|Sponsor||Rep. Gordon, Bart|
|Committee||Energy and Commerce|
|Date||December 2, 2009 (111th Congress, 1st Session)|
|Staff Contact||Adam Hepburn|
The House is scheduled to consider H.R. 515 under suspension of the rules, requiring a two-thirds majority vote for passage. H.R. 515 was introduced on January 14, 2009, by Rep. Bart Gordon (D-TN). The Committee on Energy and Commerce approved the bill by a vote of 34-12 on November 19, 2009.
H.R. 515 would prohibit the importation of low-level radioactive waste into the U.S. subject to limited exceptions for federal or military facilities, or for U.S.-origin material that has been shipped abroad for use in a foreign country and is being returned to the U.S. for management and disposal. Specifically, the bill prohibits the Nuclear Regulatory Commission (NRC) from issuing licenses authorizing the importation of such materials as described above.
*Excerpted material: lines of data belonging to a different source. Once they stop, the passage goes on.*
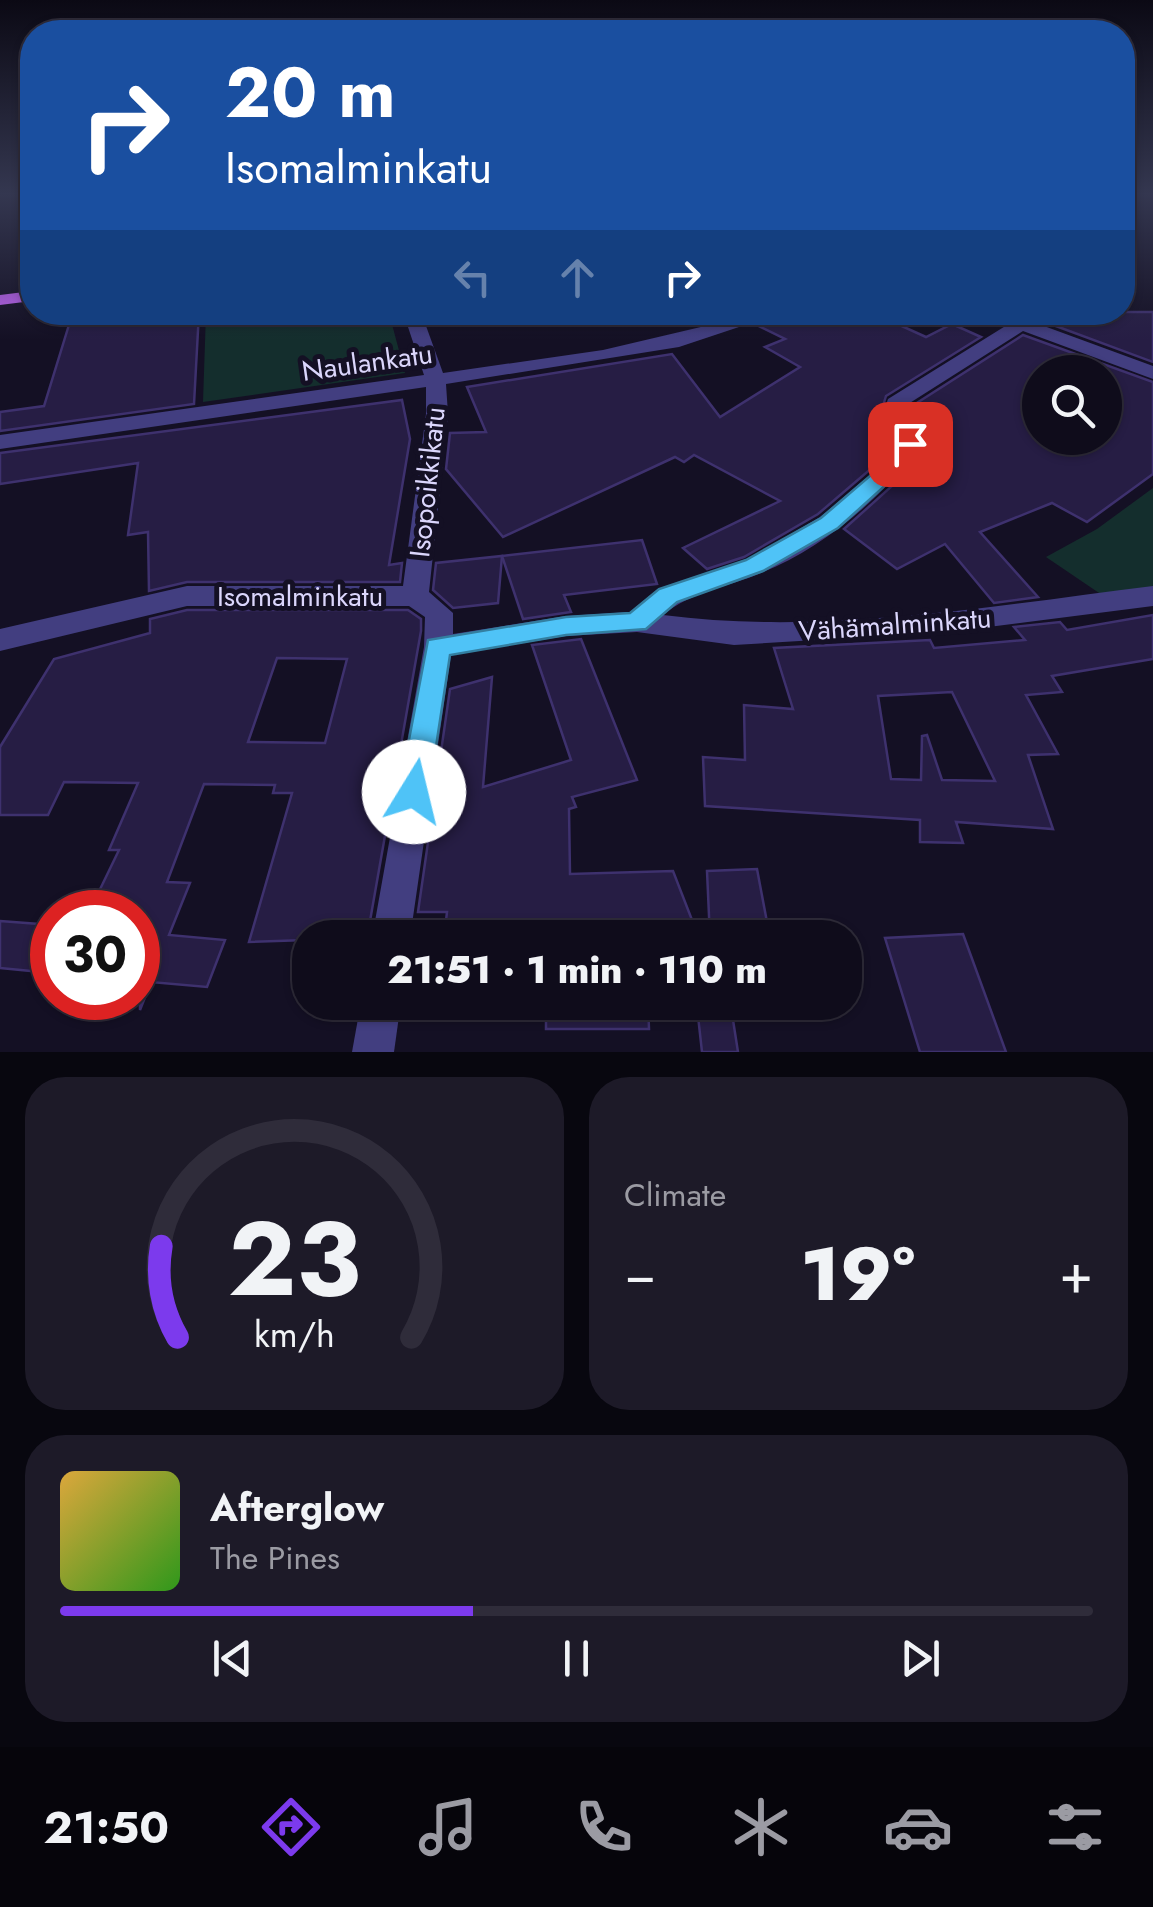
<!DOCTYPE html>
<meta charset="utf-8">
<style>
:root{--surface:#0f0c1b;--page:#1d1a28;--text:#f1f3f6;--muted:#9b9ba3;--line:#2f2c3a;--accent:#7c3aed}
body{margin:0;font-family:Jost,sans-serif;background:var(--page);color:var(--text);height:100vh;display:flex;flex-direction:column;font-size:38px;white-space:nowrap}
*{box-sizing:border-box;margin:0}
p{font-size:32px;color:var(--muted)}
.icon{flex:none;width:55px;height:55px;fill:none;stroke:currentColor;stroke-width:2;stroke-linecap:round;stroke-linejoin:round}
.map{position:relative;height:1052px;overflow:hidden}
.drawer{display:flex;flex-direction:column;gap:25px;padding:25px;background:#08070f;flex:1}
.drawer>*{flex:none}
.top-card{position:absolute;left:20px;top:20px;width:1115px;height:305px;border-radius:40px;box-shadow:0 2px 8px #0004,0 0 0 2px var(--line);background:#1a4fa0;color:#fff;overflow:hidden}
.fabs{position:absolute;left:1022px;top:355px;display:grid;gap:20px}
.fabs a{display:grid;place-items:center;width:100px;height:100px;border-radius:50%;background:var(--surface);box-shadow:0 2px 8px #0004,0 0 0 2px var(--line);font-size:50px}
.speed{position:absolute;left:30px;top:890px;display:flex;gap:20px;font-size:50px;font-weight:700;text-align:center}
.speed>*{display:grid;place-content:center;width:130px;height:130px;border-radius:50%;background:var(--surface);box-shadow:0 2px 8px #0004,0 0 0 2px var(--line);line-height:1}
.speed .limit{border:15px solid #d22;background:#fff;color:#111}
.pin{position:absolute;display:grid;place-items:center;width:85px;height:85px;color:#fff;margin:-42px;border-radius:20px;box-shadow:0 5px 15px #0006}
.me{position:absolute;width:110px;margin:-55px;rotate:9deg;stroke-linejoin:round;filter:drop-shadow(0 0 8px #0008)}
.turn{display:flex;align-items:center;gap:35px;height:210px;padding:0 40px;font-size:45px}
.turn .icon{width:130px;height:130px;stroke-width:2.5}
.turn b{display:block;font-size:70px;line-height:85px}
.lanes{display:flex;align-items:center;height:95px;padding:0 40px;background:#0003;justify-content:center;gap:50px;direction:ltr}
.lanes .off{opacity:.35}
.big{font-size:75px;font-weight:800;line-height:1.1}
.drawer .tile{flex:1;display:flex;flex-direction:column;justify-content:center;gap:15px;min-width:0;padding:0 35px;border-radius:40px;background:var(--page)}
.drawer .dial{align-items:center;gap:0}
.dial svg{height:260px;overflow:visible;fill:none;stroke:var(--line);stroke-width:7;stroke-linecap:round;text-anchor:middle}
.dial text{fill:var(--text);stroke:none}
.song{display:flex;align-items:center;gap:30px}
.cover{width:120px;height:120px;border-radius:15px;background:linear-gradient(135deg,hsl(40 70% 55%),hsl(110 70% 35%))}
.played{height:10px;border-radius:5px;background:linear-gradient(90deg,var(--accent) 40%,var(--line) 40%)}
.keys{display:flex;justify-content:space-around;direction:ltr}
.heat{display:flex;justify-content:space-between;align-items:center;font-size:55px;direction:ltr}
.drawer .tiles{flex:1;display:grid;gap:25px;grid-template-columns:1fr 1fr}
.tile:last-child{grid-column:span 2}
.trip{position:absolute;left:292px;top:920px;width:570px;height:100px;border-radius:40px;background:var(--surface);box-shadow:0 2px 8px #0004,0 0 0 2px var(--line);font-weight:800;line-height:100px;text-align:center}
.dock{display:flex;height:160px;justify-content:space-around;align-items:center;background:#06050b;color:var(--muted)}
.dock .icon{width:70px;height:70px}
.dock .on{color:var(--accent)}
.dock b{font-size:45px;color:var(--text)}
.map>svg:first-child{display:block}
</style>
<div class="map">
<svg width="1153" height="1052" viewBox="0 0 1153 1052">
<rect width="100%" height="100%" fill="#141024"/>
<!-- green -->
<g fill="#142e2d">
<path d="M206,313H389L405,373L203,402Z"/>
<path d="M1153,488V588L1105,597L1046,557L1097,529Z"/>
</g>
<!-- building -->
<g fill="#261d44" stroke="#3e316e" stroke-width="2.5" fill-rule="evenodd">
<path d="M90,312H199L194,404L0,431V412L44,406L72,315Z"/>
<path d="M730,312H824L845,322L871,312L926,337L952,324L981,337L886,396L879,419L894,444L880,461L818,514L744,557L707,569L683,548L780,501L694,455L684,462L675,457L503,537L446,469L450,433L486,432L467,387L672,354L720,417L800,367L765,347L785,339Z"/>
<path d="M1046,312H1153V362L1037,319Z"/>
<path d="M1023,335L1153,382V474L1087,522L1052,503L980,532L1038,597L994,603L945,544L897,569L844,529L892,486L924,446L908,415L909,408ZM1040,372H1105V438H1040Z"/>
<path d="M402,400L410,439L389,565L402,563L400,582H187L149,591L148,532L128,535L138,463L0,484V453Z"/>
<path d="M642,540L657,584L564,595L571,612L523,619L502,556Z"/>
<path d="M502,556L498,603L453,608L433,590L436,563Z"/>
<path d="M187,610H408L421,619V631L367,938L249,942L292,793H273L275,785L204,784L167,882L190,883L169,935L225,940L207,987L151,982L140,1010L138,912L90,910L119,850H109L138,783L64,782L48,815H0V747L54,659L150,633V619ZM277,658L347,659L325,743L248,742Z"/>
<path d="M1153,615V659L1052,676L1062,692L1026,695L1058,754L1028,755L1053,829L956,822L963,843L920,842V820L705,806L703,757L745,760L744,705L793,709L774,648L930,640L934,648L1025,640L1014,627L1060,622L1067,630ZM952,692L995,781L942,780L927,735L922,736L921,780L891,779L878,696Z"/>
<path d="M581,639L637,780L572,797L576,807L569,809L570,874L673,871L699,938H444L447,912H418L450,689L492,677L483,787L571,760L532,645Z"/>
<path d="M757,869L770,938H710L707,871Z"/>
<path d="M0,921L52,925V973L0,968Z"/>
<path d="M963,934L1006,1052H920L885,938Z"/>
<path d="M546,1002H648L649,1029H546Z"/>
<path d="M697,1007H731L738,1052H702Z"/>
</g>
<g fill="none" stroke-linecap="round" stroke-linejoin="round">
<!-- minor -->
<g fill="#423e80" fill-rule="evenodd">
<path d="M403,312H421L443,373L603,350L739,318L748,324L679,347L446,384L448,414L429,592L453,613V634L566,616L630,612L658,589L746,560L820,517L883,464L899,444L882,417L888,399L1007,325L979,312H1006L1153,366V379L1023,331L905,406L904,416L921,444C883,498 823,548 761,573C728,587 690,592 663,615C824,636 992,606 1153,586V606L949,632L734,645L637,632L566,636L451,655L410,938H372L424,647L425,617L409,606H187L0,651V629L187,586H403L426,414V387L0,449V435L424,375Z"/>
<path d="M361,1002H401L394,1052H352Z"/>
</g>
<!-- major -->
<path fill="#c164f5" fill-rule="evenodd" d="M32,291V301L0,305V295Z"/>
</g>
<!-- sky -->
<linearGradient id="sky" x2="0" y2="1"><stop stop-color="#0b0914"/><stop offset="0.57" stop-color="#343750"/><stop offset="1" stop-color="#343750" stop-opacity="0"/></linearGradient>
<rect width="1153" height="340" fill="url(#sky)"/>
<!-- route -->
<path fill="#4fc3f7" stroke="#337fa1" stroke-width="2.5" d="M910,438L920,444L899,473L838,528L763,571L677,602L646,629L566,635L450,655L429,792L425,802L414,805L403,802L399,792L428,640L566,617L630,613L659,589L746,560L821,518L884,464L903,440Z"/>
<g text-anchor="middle" stroke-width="10" stroke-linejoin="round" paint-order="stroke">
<!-- street labels -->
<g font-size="28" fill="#dbd6fc" stroke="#141024">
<text transform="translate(367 362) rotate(-8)" y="10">Naulankatu</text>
<text transform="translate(427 482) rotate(-84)" y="10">Isopoikkikatu</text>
<text x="300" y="606">Isomalminkatu</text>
<text transform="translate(895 624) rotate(-4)" y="10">Vähämalminkatu</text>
</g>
</g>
</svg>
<div class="fabs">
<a><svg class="icon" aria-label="search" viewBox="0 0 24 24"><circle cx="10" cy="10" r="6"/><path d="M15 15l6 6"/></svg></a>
</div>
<div class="speed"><div class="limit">30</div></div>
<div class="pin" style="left:910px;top:444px;background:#d93025"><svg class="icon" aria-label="arrive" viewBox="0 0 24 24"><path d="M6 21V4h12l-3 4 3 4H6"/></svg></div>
<svg class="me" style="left:414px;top:792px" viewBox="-20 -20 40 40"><circle r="19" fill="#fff"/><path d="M0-13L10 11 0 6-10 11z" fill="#4fc3f7"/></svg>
<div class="trip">21:51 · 1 min · 110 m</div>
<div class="top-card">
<div class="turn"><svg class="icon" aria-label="right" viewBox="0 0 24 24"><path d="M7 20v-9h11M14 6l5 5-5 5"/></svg><div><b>20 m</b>Isomalminkatu</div></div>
<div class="lanes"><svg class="icon off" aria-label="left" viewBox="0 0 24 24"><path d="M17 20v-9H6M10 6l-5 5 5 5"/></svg><svg class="icon off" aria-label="ahead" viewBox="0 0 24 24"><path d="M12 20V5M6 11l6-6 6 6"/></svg><svg class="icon" aria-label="right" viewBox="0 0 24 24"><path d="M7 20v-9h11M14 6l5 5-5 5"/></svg></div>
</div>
</div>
<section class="drawer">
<div class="tiles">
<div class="tile dial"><svg viewBox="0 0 100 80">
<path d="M14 69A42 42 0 1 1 86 69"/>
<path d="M14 69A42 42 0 0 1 9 41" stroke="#7c3aed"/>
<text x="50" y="56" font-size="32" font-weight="700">23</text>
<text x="50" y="72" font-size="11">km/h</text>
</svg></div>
<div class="tile"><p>Climate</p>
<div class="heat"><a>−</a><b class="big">19°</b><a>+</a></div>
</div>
<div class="tile">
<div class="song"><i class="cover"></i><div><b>Afterglow</b><p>The Pines</p></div></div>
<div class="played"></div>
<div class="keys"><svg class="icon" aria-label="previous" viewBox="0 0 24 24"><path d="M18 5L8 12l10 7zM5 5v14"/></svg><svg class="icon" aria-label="pause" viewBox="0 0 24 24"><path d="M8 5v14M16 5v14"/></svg><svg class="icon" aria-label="next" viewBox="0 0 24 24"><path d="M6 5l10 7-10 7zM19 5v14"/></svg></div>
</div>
</div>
</section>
<nav class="dock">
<b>21:50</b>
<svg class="icon on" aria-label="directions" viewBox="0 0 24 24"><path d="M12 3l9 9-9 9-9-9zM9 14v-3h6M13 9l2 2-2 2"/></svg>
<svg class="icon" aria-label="music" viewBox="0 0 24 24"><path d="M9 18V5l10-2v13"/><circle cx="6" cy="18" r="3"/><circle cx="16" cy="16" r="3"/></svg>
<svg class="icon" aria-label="phone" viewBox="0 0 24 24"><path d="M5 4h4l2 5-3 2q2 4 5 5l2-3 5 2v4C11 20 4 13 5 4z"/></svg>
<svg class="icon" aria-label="climate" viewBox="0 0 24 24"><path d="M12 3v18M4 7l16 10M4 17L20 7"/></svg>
<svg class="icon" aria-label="car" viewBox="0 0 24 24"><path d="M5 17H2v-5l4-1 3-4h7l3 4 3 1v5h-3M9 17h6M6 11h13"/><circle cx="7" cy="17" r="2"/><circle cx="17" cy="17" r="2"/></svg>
<svg class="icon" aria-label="filters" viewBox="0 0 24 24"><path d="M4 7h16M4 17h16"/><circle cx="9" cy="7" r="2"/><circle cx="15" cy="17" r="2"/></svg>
</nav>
A license not permitted under the bill that was issued before enactment may continue in effect, but would not be able for extension or amendment regarding the amount of material permitted to be imported.
H.R. 515 was opposed by several Republicans on the Energy and Commerce Committee. Some Members may be concerned that this legislation is unnecessary and may prevent U.S. companies from competing in the global market for nuclear services. The NRC currently has a legal and regulatory framework for importing waste, and it is not clear that the existing regime needs to be changed, according to the Dissenting Minority Views of Committee Republicans. Members may further be concerned that the bill burdens the U.S. nuclear industry at a time when the Administration and Congress is pursuing climate change legislation.
According to Committee Republicans, "This proposed legislation would effectively prevent U.S. companies from competing for certain foreign contracts that could create jobs in the U.S. and result in substantial revenues for the U.S. economy. In an era of record high unemployment and a struggling economy, we strongly oppose legislation that erects new trade barriers that put our own companies at a competitive disadvantage in the international nuclear arena. We believe the U.S. can and should seek to be a leader in the construction, operation, and ultimate decommissioning of new nuclear plants around the world."
In the Energy and Commerce Committee, an amendment offered by Reps. Ed Whitfield (R-KY) and Joe Pitts (R-PA) was defeated largely along party lines by a vote of 17-26. The amendment would have required the NRC to take into consideration domestic capacity before allowing importation of low-level radioactive waste and would have provided additional oversight authority by the NRC.
There is no Congressional Budget Office (CBO) cost estimate yet available for this bill.